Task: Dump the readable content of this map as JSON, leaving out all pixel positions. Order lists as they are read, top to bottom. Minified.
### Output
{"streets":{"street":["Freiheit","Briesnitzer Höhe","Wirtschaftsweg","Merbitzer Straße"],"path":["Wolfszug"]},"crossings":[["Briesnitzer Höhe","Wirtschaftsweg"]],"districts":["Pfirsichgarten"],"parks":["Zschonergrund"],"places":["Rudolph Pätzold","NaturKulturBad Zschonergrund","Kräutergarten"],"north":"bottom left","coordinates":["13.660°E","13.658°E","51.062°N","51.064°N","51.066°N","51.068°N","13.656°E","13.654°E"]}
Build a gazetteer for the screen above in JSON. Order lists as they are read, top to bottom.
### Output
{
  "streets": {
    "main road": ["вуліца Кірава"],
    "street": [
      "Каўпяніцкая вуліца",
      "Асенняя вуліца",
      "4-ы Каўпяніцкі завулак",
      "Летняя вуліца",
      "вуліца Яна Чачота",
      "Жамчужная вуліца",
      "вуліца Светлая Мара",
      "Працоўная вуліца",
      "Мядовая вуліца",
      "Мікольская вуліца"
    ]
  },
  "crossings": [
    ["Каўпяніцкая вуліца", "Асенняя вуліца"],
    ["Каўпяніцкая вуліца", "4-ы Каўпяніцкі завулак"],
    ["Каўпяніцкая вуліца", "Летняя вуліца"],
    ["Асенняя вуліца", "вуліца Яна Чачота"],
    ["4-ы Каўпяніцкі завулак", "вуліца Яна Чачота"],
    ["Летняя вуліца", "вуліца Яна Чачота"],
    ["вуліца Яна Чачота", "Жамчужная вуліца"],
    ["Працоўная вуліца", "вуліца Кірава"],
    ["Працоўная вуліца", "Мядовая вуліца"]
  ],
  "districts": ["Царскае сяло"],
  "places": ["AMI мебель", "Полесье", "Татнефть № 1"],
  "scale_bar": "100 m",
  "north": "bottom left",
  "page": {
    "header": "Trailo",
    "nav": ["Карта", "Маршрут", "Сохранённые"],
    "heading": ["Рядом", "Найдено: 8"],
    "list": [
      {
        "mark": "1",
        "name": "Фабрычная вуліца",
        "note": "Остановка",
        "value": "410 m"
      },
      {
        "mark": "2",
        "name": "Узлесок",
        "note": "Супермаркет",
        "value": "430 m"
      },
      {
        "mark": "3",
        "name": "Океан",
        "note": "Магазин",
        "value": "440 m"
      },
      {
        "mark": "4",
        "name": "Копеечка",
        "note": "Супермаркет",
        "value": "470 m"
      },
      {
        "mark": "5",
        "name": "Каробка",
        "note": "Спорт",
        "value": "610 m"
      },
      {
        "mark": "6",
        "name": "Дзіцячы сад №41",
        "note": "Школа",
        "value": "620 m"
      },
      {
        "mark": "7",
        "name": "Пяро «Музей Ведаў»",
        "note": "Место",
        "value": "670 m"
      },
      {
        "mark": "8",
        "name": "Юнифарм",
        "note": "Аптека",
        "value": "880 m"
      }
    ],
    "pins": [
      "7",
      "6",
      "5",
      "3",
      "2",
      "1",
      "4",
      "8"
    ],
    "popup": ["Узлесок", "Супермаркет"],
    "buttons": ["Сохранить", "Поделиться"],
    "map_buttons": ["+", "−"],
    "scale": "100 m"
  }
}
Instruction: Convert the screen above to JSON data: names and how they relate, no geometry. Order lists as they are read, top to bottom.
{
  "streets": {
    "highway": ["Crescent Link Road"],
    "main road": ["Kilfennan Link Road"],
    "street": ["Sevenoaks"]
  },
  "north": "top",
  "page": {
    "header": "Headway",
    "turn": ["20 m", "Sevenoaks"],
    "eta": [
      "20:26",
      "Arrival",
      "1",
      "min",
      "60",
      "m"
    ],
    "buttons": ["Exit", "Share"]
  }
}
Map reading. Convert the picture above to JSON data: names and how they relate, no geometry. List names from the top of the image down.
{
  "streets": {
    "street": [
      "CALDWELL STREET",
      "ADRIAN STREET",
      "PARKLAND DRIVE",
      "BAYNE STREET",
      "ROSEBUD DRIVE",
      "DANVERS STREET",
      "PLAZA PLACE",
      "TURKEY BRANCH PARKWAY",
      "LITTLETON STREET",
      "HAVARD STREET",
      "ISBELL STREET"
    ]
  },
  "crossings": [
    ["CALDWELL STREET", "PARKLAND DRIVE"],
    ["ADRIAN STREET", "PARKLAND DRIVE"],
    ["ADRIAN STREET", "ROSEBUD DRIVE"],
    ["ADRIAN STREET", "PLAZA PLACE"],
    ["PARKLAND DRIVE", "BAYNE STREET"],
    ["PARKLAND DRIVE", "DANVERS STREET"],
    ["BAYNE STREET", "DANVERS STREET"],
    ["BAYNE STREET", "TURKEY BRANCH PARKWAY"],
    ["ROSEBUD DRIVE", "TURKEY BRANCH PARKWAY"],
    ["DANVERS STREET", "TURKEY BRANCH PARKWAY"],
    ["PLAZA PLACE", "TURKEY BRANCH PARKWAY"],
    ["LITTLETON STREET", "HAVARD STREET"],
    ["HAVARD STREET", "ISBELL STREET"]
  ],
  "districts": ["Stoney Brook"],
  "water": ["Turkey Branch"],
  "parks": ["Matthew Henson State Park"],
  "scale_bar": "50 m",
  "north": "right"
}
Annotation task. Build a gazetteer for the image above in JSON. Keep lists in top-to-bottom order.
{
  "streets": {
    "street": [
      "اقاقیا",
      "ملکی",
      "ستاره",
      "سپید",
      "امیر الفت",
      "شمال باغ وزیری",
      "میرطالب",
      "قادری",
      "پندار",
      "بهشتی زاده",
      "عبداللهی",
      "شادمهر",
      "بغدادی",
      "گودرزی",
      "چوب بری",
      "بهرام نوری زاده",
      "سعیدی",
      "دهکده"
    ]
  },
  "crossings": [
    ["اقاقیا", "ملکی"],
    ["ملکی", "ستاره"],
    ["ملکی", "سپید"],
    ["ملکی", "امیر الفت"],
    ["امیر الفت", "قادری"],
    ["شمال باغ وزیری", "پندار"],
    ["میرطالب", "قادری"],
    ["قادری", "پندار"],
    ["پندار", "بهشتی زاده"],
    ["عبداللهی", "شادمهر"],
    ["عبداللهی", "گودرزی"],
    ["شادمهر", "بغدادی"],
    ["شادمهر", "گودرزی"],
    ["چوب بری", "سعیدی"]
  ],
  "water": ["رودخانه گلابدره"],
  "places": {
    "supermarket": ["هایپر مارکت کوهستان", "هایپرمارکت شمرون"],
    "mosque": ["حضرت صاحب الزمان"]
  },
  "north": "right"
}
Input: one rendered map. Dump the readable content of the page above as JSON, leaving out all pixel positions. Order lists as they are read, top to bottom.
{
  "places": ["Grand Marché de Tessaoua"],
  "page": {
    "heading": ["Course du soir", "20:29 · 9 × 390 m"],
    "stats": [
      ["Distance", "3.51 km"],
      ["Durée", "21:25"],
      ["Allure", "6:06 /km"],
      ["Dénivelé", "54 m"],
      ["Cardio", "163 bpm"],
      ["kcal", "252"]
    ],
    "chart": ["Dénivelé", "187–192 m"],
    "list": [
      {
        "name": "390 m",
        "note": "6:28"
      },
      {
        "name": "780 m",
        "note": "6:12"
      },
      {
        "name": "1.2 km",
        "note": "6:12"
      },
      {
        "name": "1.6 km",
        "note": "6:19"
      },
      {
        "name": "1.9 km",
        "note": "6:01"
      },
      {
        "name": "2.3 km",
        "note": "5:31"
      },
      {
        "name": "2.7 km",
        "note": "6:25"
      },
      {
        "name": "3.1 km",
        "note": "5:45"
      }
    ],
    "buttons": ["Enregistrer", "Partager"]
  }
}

════════

* _Task item_: Go through the records from the first line and copy each one exactly, ending after the line that contains "Build a gazetteer for the screen". Give nothing else.

* _Task answer_:
Task: Dump the readable content of this map as JSON, leaving out all pixel positions. Order lists as they are read, top to bottom. Minified.
### Output
{"streets":{"street":["Freiheit","Briesnitzer Höhe","Wirtschaftsweg","Merbitzer Straße"],"path":["Wolfszug"]},"crossings":[["Briesnitzer Höhe","Wirtschaftsweg"]],"districts":["Pfirsichgarten"],"parks":["Zschonergrund"],"places":["Rudolph Pätzold","NaturKulturBad Zschonergrund","Kräutergarten"],"north":"bottom left","coordinates":["13.660°E","13.658°E","51.062°N","51.064°N","51.066°N","51.068°N","13.656°E","13.654°E"]}
Build a gazetteer for the screen above in JSON. Order lists as they are read, top to bottom.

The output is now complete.